O presidente do Comité Olímpico de Portugal, José Manuel Constantino, disse esta terça-feira que alguns dos resultados alcançados no fim de semana por atletas lusos “são bons indicadores” para os Jogos Olímpicos Rio 2016.

“Há um conjunto de resultados que nos dão expectativas positivas para aquilo que possa ocorrer no Rio. Ainda este fim de semana houve um conjunto de resultados que são bons indicadores. Oxalá depois no Rio se possam concretizar as indicações que nos têm revelado estes resultados”, disse.

No fim de semana, Fernando Pimenta sagrou-se campeão europeu de K1 1.000 e 5.000 metros (a segunda distância não é olímpica), Telma Monteiro e Célio Dias conquistaram o bronze no Grand Prix de Budapeste de judo, a cavaleira Luciana Diniz venceu o concurso de saltos de Roterdão e Tiago Ferreira sagrou-se campeão do mundo de maratonas de BTT.

À margem da assinatura de um protocolo entre o COP e a TAP, José Manuel Constantino fez “um balanço positivo quer no número de atletas, quer no número de modalidades” apuradas para os Jogos, recordando que o número de 87 atletas apurados é superior ao de presentes em Londres 2012 (76).

“Eu tenho dito que há cinco, seis modalidades em que os resultados admitem que esses atletas podem lutar por posições de pódio. Se o vão conseguir ou não… eu desejaria que o conseguissem. Se o vão conseguir em todas não sei (…). A canoagem, o futebol, o judo, o atletismo, o ténis de mesa, o taekwondo, não sei se me estou a esquecer de alguma, mas nestes há de facto resultados, há campeões da Europa, há campeões do mundo, portanto isso cria uma expetativa quando à possibilidade de eventualmente poderem vir a lutar por posições de pódio”, afirmou.

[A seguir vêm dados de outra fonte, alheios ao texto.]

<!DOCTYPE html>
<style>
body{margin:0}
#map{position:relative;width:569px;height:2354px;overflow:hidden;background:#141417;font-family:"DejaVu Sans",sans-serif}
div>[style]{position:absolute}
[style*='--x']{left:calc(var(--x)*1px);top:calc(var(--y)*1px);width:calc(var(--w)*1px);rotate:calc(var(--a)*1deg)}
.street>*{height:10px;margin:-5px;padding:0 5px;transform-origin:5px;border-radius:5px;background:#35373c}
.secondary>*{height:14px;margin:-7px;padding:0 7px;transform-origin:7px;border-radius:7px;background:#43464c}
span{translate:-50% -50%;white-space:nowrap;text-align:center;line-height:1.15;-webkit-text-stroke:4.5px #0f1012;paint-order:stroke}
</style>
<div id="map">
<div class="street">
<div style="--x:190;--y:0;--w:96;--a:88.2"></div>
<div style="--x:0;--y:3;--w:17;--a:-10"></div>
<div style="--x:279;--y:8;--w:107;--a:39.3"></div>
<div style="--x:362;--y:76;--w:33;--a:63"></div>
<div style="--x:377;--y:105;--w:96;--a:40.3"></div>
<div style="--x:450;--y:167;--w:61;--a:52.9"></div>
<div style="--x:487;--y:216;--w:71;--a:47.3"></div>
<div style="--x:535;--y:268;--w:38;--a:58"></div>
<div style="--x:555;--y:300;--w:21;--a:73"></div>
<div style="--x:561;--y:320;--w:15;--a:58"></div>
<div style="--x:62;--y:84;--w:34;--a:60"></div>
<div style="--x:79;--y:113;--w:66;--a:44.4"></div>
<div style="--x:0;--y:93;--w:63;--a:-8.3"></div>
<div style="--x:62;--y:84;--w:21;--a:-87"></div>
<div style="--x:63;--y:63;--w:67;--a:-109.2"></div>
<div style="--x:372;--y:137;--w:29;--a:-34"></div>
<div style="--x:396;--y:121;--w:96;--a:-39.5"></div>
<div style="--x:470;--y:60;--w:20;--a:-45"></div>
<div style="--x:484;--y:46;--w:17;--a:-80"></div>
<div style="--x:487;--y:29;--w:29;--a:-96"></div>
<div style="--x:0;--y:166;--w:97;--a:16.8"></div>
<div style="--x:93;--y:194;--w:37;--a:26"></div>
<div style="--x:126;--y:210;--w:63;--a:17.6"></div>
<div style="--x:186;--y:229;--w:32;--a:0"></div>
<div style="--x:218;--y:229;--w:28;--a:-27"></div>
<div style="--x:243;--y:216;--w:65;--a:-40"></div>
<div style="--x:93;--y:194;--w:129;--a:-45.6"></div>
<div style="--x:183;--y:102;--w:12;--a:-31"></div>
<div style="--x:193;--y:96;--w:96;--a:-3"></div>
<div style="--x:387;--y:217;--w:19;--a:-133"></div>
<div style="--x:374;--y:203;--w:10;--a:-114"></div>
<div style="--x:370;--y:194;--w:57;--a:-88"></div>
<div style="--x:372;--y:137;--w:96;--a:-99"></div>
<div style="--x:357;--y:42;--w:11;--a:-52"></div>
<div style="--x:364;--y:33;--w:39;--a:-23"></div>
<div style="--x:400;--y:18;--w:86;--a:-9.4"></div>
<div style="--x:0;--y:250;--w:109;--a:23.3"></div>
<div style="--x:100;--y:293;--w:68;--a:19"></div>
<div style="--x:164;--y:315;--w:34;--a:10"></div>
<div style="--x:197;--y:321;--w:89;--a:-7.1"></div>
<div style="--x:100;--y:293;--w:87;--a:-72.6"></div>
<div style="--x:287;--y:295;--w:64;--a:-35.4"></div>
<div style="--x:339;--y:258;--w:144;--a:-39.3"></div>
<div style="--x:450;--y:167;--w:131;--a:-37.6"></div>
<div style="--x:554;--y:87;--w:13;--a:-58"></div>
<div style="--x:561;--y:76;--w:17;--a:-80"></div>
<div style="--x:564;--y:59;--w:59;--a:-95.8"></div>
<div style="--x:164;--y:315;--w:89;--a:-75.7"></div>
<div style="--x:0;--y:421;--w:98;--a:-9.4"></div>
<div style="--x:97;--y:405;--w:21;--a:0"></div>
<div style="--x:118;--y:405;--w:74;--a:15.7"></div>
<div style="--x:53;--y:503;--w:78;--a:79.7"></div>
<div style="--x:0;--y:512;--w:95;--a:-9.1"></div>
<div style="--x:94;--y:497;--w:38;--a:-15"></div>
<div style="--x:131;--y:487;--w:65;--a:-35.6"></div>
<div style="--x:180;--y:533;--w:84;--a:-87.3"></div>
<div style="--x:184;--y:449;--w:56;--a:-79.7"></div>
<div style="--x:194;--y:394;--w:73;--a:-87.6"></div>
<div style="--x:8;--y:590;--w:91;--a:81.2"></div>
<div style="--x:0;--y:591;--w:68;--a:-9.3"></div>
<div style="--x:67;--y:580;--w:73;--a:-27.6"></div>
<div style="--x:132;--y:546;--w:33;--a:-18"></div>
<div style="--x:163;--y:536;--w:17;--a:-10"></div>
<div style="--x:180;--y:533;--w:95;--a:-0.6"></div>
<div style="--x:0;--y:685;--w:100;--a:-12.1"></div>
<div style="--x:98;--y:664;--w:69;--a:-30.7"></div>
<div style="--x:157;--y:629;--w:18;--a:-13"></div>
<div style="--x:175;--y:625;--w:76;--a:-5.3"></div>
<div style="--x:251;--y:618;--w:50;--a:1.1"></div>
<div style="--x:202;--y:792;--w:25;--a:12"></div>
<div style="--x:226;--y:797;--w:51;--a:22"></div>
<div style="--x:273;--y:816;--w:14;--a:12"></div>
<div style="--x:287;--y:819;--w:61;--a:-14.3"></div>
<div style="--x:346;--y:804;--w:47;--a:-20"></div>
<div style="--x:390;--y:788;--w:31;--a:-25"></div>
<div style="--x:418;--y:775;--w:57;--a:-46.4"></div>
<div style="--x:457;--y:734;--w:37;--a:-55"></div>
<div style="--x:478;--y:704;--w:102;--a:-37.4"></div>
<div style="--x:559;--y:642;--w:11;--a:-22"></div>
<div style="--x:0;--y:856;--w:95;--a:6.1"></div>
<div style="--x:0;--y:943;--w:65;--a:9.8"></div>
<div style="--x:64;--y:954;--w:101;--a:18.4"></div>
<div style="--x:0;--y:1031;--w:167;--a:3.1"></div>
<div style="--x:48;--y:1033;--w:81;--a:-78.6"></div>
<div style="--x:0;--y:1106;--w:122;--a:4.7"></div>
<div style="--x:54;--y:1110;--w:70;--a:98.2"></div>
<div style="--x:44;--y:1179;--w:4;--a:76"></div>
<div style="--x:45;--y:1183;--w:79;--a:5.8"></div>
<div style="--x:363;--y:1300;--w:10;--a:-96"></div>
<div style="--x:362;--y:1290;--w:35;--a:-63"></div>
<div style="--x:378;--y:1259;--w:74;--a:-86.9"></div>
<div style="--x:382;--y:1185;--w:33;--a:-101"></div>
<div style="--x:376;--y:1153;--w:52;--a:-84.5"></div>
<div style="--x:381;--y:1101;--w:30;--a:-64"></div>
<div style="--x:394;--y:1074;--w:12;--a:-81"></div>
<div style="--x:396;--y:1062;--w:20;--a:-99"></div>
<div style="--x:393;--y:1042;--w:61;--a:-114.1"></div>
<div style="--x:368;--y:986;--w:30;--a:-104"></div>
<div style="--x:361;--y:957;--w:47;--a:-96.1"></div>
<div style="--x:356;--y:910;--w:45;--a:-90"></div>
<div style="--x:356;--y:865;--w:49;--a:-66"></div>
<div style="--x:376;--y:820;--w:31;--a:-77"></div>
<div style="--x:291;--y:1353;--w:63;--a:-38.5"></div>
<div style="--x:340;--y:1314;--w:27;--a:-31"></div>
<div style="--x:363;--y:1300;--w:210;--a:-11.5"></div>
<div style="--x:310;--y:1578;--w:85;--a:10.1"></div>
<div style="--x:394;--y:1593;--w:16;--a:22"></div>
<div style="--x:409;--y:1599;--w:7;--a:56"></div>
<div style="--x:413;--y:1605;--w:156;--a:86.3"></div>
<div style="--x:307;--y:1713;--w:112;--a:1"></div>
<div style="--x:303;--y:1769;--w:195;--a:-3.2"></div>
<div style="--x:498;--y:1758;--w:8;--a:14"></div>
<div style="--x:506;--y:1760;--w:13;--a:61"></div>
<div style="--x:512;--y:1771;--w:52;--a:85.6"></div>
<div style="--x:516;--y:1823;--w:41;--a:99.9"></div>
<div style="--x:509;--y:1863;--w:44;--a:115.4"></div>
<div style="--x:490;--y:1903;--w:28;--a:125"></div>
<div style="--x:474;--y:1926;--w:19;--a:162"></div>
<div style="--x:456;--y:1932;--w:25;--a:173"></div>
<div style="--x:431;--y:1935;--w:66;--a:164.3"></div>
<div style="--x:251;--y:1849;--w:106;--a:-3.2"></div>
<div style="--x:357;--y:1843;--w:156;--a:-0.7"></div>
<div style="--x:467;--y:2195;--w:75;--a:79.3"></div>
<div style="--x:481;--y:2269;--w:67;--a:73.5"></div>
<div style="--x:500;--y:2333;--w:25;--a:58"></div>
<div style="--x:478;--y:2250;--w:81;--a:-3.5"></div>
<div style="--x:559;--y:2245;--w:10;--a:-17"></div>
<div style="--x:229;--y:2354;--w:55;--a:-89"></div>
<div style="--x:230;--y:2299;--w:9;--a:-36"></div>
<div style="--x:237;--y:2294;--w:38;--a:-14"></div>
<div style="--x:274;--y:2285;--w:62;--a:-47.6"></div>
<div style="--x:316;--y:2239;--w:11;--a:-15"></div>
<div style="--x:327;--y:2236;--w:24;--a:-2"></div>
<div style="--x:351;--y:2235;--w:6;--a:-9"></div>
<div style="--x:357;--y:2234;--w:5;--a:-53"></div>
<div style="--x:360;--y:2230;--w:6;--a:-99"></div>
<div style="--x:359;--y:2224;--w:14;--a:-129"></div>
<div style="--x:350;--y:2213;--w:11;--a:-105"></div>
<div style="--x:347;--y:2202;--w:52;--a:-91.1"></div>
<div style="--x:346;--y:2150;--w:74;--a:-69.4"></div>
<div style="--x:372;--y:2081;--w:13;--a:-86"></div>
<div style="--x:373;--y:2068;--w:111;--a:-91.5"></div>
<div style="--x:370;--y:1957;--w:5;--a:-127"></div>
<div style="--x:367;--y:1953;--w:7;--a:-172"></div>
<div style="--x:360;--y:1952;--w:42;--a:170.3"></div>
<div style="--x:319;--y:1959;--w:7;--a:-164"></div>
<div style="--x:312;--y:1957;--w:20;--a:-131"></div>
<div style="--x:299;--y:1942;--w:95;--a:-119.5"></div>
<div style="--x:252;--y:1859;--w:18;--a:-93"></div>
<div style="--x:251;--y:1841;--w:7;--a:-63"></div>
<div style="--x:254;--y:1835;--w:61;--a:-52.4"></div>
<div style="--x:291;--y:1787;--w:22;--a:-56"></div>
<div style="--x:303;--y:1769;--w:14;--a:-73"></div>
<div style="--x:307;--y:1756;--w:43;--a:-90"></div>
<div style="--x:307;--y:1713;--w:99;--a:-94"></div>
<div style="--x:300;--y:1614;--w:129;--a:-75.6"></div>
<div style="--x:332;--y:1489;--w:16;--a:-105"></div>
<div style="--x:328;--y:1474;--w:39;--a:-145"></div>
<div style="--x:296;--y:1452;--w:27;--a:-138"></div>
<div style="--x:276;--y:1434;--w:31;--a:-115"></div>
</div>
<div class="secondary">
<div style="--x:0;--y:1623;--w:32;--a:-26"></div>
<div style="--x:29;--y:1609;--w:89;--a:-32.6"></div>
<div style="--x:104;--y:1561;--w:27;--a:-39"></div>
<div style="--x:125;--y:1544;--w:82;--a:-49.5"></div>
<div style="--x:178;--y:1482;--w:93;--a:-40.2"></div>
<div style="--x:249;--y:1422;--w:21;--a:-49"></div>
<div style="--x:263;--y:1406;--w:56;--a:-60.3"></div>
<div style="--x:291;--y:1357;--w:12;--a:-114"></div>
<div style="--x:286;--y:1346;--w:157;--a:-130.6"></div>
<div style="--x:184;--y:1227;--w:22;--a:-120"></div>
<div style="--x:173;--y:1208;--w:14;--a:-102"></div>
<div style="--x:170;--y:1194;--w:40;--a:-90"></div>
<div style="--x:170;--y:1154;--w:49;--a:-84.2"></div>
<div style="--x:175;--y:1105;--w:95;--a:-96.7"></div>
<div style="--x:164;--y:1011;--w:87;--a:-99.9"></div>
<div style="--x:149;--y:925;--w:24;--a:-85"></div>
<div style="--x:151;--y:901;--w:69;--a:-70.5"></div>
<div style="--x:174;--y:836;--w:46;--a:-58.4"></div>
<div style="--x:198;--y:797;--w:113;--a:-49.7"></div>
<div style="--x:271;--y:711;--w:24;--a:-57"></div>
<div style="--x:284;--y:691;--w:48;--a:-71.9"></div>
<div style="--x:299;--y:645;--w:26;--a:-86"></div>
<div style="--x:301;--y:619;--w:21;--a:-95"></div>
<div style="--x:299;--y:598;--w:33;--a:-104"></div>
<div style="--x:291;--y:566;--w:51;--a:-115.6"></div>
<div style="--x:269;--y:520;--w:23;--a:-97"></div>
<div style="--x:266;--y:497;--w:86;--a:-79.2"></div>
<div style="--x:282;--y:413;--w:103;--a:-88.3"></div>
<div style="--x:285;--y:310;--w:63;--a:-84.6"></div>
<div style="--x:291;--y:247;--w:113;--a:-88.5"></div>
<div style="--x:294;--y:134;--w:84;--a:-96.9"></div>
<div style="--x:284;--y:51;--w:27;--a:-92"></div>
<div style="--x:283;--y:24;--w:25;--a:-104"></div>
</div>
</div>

Sobre as notícias que davam conta de vários clubes estarem a rejeitar ceder jogadores à seleção de futebol, Constantino considerou que “a Federação Portuguesa de Futebol e o selecionador nacional estão naturalmente focados em levar aos Jogos do Rio de Janeiro os melhores atletas”.

“Naturalmente estão a dialogar com os clubes no sentido de se encontrarem boas soluções para este tipo de problema, que de facto os clubes têm, porque são muitos atletas, não são apenas atletas que competem na seleção portuguesa, mas também jogadores de outras seleções, pelo que é natural que os clubes tenham alguma reserva, alguma apreensão”, referiu.

Também presente na cerimónia, o ginasta Diogo Abreu, que conseguiu recentemente duas finais em Taças do Mundo de trampolins, apontou aos oito primeiros nos Jogos.

“[Medalhas] É sempre possível, estamos a treinar para isso. Estamos a competir contra potências mundiais que têm outro tipo de investimento na ginástica. É sempre possível, mas primeiro vou apontar para a final que são os oito primeiros”, disse.

Sergiu Oleinic assumiu que a equipa de judo “está forte e bem preparada para enfrentar o desafio”, como provam as medalhas de Telma Monteiro e Célio Dias no regresso após lesões.

“Eu falo por mim, são os meus primeiros Jogos e é um sonho de há 30 anos, desde que nasci praticamente. Não estou a sentir pressão nenhuma. Às vezes as pessoas dizem-me ‘já concretizaste o teu sonho’, mas não, o meu sonho não é estar apenas apurado, é estar bem, lutar bem para subir ao pódio mais alto”, referiu.

A pouco mais de um mês de se estrear nos Jogos, Tsanko Arnaudov, recordista nacional do lançamento do peso, assume alguma ansiedade, porque os Jogos são “a ‘Champions League’ do futebol, são o topo do atletismo”.

“Tenho expectativas elevadas, são os meus primeiros Jogos e espero conseguir demonstrar aquilo que tenho feito durante todo este tempo, para fazer uma boa prestação”, referiu, preferindo não estabelecer um lugar a atingir, porque o lançamento do peso “é muito imprevisível”.